- DATA -
──────
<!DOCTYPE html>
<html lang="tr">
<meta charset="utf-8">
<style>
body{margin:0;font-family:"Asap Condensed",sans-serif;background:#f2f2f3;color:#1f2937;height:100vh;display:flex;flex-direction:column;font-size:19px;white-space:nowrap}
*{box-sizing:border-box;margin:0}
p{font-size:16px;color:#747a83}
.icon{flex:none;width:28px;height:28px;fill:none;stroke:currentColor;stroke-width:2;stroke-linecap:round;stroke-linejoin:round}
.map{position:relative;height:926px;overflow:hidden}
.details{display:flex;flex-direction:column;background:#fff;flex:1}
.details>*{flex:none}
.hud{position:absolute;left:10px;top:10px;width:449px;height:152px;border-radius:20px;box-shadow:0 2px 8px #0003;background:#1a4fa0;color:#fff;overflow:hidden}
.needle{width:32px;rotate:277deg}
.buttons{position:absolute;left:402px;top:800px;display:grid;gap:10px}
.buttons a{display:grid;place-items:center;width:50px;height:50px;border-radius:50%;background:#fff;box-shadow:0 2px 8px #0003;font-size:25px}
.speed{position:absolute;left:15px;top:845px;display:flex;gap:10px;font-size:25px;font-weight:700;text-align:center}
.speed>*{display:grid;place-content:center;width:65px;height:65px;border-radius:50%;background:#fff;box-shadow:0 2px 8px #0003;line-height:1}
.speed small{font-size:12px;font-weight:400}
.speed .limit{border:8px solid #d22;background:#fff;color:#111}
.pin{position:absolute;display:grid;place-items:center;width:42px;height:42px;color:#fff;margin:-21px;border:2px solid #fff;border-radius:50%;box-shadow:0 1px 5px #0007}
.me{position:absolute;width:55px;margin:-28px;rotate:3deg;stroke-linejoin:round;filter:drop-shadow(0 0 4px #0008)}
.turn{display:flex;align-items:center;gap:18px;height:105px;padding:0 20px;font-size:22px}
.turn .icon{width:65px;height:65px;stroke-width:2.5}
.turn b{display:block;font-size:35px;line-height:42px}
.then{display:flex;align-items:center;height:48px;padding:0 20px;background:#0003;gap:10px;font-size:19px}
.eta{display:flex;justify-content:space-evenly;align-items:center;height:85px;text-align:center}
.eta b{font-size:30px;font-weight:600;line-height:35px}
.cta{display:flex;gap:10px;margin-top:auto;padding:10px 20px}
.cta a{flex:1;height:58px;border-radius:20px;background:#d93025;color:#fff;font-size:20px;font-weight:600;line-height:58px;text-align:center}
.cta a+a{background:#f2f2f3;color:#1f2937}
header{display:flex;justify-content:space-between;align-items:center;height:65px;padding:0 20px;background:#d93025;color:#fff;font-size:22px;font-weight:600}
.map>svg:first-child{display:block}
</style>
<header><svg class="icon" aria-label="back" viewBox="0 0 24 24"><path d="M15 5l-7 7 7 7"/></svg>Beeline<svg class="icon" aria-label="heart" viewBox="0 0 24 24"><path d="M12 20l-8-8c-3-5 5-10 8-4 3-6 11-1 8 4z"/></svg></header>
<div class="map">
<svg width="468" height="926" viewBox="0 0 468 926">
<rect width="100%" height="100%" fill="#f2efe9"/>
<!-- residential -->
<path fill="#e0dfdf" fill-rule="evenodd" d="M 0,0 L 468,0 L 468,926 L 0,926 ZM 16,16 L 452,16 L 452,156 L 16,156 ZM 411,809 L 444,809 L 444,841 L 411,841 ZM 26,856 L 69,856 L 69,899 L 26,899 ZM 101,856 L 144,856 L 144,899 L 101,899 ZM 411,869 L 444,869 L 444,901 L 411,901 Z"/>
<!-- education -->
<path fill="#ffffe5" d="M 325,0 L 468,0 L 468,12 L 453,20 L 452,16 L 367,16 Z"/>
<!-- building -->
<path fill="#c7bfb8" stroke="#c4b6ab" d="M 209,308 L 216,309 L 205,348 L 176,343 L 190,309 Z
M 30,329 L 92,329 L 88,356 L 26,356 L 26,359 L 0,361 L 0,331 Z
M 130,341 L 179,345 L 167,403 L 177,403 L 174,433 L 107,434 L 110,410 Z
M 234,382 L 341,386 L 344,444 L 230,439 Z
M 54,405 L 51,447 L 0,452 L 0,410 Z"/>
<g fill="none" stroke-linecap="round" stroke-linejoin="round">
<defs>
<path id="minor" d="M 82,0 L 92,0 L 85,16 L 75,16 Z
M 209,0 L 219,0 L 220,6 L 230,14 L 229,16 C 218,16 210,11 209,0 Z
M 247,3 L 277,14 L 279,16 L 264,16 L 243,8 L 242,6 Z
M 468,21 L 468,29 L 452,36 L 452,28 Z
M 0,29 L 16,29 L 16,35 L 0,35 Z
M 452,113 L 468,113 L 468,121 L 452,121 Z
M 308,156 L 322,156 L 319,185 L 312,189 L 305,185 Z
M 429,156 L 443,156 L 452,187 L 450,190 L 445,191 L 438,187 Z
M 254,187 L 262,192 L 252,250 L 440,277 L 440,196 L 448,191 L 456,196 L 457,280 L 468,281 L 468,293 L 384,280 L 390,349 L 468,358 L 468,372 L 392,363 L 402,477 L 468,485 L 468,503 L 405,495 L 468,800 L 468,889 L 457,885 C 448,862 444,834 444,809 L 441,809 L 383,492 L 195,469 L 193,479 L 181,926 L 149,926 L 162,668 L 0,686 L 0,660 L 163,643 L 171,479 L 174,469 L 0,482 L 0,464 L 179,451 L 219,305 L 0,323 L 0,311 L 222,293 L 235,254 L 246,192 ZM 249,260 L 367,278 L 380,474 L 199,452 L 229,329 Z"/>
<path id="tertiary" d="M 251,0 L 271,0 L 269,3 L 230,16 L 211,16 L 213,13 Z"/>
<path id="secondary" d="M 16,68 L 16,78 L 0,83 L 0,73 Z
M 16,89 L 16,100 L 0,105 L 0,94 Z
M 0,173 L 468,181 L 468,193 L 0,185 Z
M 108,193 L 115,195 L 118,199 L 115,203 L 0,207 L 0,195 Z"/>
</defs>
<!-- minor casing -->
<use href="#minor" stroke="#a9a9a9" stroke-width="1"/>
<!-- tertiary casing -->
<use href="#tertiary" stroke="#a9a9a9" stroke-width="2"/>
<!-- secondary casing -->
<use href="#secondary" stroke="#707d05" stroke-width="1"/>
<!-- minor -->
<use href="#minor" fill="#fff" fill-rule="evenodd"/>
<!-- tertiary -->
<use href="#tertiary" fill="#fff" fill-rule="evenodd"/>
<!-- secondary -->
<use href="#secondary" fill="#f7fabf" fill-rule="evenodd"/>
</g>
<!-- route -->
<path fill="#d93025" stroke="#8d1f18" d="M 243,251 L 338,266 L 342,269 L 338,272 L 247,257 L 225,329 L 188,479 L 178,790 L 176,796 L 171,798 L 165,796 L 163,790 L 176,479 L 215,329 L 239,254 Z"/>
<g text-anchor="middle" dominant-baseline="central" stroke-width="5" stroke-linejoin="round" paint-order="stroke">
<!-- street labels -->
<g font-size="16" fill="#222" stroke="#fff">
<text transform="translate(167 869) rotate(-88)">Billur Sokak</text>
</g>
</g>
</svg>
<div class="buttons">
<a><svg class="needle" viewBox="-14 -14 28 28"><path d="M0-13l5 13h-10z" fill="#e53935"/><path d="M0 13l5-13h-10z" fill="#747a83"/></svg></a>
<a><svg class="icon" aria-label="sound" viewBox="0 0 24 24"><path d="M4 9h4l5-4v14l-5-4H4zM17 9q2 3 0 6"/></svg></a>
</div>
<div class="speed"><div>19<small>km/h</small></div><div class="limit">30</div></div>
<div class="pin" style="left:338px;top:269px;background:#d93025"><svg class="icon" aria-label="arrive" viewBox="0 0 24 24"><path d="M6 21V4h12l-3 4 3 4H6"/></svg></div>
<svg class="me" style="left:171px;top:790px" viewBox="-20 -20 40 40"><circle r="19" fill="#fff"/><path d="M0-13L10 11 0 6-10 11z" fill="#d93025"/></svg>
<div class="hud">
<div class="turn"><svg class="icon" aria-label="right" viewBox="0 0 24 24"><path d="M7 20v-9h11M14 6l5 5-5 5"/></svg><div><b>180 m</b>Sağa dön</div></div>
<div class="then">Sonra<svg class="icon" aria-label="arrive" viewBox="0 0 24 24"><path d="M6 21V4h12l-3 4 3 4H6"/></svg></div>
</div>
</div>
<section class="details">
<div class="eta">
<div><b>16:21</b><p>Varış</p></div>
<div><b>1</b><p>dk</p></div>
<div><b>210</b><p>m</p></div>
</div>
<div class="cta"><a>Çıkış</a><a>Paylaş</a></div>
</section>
──────
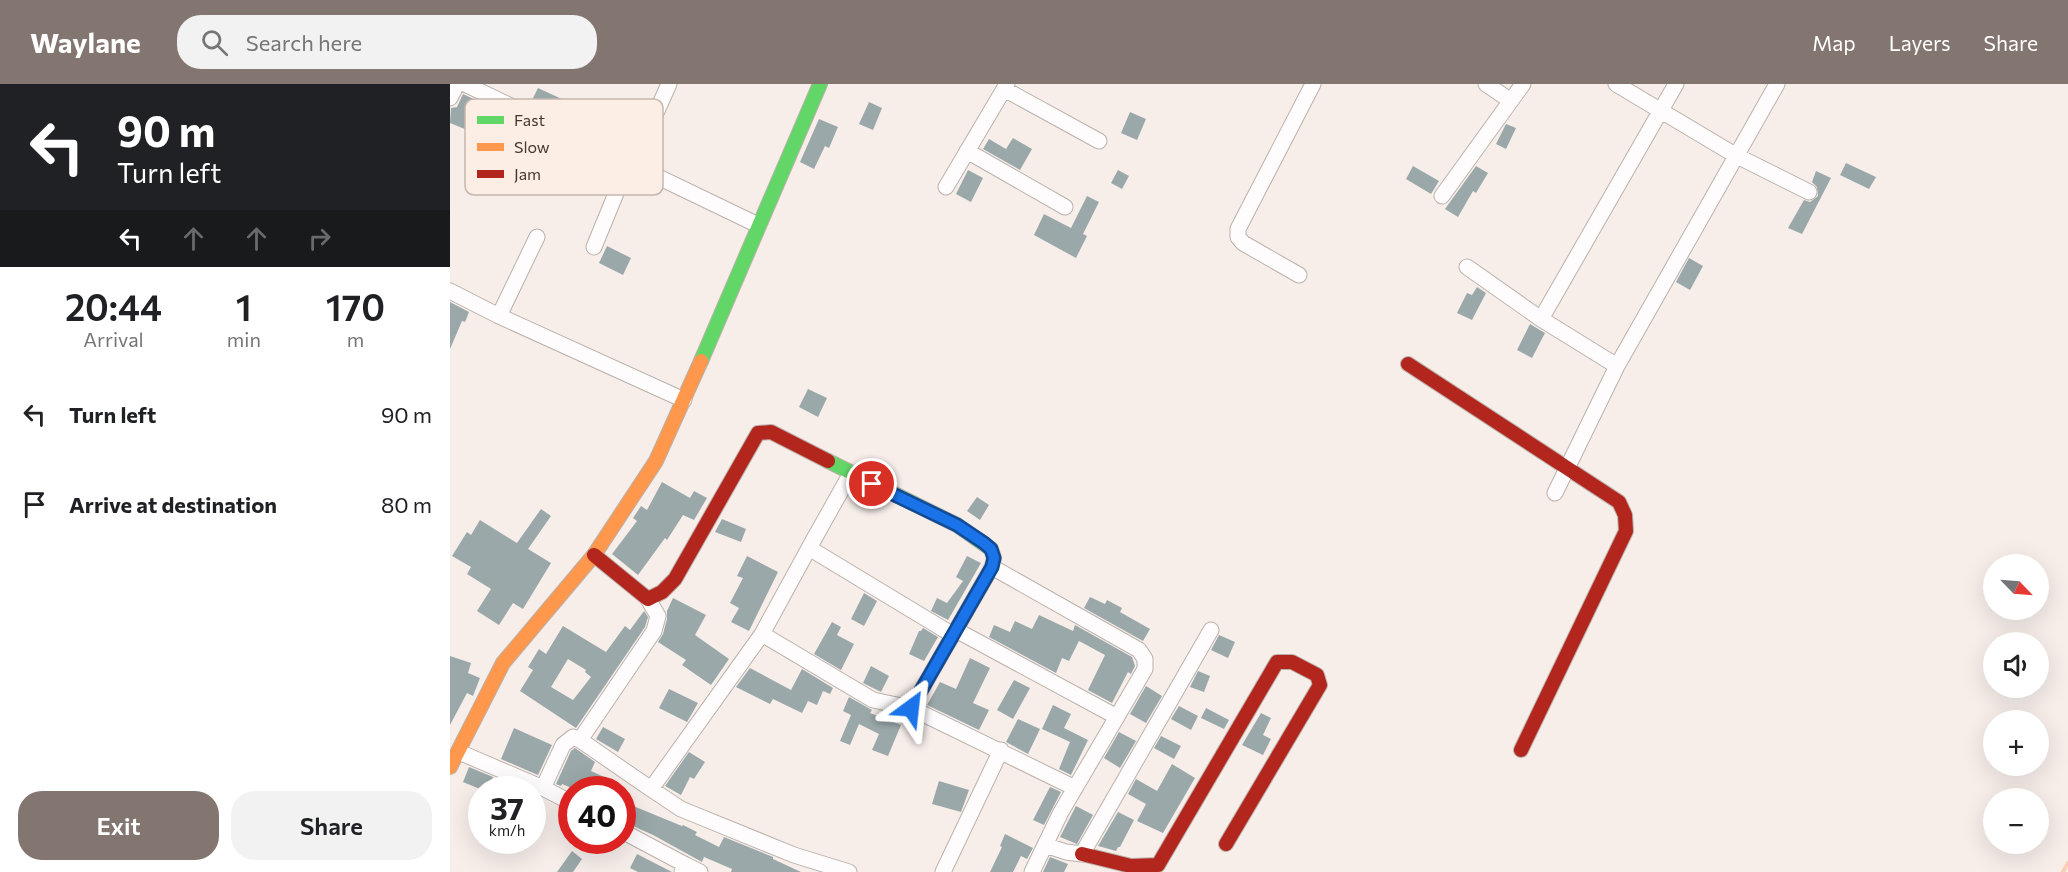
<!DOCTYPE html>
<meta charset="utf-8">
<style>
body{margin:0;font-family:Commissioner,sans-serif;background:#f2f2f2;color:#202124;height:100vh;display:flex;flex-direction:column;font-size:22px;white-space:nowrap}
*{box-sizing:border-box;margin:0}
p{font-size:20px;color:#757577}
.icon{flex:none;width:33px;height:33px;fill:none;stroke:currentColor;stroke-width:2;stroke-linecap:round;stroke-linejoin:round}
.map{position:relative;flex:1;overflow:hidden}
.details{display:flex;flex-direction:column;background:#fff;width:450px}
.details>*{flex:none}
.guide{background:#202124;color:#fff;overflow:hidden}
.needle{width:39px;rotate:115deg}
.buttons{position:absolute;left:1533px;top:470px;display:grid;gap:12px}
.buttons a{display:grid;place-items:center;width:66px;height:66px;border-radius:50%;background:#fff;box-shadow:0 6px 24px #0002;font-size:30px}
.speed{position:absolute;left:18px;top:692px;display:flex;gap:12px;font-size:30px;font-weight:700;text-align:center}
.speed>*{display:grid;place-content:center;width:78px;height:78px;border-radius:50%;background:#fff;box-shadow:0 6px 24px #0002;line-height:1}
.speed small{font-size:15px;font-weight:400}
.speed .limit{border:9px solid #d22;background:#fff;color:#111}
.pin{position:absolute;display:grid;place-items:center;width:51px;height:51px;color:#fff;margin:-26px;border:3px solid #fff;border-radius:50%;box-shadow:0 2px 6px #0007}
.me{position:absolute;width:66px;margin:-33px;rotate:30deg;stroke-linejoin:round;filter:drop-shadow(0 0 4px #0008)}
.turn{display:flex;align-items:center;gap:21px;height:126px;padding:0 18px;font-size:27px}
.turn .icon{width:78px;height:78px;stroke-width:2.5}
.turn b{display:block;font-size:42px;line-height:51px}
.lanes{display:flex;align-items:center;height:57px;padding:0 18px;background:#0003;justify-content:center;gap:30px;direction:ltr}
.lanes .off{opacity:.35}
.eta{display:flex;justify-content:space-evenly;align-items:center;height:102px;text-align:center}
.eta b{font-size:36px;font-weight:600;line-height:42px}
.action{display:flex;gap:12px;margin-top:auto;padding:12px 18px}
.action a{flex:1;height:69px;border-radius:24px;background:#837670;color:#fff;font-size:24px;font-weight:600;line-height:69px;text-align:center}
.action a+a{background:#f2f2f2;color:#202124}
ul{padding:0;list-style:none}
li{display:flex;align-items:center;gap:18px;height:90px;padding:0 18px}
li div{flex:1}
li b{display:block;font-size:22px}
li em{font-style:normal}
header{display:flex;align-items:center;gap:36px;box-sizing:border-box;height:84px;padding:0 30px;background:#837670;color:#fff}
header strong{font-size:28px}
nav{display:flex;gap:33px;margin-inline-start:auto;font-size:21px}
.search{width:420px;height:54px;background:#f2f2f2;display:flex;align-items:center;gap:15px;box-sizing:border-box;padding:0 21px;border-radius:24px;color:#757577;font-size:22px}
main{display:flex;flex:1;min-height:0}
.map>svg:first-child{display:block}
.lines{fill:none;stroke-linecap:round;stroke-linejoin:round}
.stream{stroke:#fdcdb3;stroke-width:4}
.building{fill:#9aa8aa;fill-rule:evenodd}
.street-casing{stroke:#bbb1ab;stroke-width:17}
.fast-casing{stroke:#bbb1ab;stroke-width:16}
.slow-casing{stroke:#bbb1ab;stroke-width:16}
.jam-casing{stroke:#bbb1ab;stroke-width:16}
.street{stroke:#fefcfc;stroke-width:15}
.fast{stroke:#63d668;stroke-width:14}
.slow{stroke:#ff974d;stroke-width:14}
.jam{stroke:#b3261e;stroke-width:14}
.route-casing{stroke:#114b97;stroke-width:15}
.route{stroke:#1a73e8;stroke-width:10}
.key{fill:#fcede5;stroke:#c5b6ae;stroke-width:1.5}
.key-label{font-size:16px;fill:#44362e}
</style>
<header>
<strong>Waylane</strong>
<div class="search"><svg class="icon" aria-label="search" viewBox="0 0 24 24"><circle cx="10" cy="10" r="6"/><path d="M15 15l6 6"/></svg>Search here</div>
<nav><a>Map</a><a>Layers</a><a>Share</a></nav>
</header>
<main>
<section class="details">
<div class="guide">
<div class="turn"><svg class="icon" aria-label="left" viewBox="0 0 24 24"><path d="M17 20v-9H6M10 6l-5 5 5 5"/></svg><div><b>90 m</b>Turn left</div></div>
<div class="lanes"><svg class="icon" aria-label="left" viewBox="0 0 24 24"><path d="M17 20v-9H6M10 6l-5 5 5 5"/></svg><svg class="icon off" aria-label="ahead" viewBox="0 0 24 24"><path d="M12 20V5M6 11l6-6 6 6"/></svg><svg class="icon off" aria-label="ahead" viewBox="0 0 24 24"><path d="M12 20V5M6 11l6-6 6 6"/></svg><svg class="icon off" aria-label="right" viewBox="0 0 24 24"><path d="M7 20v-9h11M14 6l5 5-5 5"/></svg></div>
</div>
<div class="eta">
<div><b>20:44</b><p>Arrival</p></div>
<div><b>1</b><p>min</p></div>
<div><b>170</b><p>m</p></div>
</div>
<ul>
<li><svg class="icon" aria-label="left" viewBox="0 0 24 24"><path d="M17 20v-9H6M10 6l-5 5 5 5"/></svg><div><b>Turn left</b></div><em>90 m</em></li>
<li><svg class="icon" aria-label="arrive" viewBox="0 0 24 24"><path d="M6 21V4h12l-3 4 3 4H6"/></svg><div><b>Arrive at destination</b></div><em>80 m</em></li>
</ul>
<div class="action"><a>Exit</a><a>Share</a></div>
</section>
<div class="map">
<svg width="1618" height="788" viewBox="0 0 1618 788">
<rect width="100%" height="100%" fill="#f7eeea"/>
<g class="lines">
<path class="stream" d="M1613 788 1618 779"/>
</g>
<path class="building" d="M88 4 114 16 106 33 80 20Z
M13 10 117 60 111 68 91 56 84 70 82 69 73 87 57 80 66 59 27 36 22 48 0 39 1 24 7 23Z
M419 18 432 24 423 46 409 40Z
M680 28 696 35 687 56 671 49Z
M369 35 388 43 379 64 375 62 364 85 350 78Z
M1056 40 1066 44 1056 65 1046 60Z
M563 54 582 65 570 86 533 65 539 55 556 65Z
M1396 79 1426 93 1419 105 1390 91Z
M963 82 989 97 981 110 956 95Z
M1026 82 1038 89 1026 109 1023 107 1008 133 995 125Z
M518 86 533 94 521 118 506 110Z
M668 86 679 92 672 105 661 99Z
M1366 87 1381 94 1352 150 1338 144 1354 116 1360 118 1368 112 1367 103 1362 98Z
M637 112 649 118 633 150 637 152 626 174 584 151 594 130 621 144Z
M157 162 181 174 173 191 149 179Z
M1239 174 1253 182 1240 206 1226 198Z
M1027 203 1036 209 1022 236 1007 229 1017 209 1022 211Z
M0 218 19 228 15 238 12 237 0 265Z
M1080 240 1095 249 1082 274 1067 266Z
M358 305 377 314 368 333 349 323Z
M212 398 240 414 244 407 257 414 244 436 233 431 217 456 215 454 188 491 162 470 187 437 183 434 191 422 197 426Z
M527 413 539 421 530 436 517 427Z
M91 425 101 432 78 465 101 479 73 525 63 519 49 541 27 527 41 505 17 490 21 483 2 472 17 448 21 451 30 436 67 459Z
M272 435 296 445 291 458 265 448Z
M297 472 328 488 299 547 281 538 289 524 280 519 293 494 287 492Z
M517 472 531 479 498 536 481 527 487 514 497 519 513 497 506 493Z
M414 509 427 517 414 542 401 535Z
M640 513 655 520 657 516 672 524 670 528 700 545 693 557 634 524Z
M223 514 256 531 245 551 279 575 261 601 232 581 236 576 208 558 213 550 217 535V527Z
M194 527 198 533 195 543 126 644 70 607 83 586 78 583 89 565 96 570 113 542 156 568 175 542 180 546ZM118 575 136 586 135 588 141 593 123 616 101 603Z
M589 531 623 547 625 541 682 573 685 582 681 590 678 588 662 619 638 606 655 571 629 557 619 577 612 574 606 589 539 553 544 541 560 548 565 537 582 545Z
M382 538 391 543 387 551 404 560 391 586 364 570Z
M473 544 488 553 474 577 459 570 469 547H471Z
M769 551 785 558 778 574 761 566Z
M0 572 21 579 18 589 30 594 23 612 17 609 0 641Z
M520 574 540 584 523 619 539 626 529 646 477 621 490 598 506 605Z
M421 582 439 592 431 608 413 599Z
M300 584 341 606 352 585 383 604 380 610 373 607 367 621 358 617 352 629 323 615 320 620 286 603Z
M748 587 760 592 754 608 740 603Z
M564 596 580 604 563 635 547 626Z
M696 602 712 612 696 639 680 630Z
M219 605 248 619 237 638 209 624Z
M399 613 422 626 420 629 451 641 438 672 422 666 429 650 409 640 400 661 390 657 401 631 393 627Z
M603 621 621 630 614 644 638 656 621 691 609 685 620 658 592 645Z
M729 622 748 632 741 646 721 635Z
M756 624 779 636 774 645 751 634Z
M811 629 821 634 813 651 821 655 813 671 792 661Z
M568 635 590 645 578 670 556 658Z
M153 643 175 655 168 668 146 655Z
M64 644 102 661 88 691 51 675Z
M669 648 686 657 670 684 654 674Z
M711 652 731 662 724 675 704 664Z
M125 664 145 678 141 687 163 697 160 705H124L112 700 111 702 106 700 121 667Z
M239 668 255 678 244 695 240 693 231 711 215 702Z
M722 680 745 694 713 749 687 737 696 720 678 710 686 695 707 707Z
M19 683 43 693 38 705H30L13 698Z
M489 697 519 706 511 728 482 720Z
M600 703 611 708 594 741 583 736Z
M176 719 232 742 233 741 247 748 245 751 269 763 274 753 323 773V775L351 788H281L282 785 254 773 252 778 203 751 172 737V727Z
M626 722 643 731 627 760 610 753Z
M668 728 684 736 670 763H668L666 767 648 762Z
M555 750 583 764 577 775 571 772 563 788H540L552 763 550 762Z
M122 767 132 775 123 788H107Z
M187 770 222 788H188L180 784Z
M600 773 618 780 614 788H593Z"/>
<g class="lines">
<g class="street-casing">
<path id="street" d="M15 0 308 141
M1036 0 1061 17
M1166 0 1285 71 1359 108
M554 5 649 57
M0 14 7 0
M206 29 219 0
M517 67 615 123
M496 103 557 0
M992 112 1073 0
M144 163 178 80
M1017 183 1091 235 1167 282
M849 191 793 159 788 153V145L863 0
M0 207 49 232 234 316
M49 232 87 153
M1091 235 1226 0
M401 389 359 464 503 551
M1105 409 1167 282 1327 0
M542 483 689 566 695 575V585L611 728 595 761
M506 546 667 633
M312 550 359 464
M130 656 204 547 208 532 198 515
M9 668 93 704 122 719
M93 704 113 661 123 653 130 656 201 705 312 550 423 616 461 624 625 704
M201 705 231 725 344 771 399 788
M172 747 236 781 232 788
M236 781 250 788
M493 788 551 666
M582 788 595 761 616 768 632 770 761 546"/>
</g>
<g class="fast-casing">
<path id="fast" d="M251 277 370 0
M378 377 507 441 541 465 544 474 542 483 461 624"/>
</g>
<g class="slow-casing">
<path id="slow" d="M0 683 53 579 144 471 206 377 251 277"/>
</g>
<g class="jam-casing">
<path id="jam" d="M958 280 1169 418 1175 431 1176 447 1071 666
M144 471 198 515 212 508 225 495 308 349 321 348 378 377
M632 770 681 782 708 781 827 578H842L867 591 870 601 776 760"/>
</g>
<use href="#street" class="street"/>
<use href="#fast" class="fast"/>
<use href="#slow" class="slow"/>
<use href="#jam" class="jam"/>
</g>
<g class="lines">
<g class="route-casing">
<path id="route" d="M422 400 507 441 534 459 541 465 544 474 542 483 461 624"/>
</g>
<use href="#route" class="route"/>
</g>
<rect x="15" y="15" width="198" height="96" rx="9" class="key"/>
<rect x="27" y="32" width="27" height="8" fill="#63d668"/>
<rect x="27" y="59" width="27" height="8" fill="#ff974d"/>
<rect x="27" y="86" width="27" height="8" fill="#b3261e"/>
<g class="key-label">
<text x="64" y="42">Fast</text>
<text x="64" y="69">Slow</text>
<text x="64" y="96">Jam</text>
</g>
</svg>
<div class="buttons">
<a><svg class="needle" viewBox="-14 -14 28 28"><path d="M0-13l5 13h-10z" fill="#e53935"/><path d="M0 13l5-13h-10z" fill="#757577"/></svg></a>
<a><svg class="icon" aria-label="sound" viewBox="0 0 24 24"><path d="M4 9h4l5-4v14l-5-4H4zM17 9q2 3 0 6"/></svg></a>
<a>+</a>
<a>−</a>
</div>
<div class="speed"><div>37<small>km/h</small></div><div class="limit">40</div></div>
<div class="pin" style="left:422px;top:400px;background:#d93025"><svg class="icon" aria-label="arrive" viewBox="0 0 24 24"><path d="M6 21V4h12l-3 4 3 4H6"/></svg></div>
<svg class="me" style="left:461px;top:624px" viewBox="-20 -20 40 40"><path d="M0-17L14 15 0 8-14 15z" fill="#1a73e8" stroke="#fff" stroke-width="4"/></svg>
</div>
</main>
──────
- TASK PROMPT -
Among the lines above, count those that hold the word "buttons" and give only the count.

- ANSWER SECTION -
6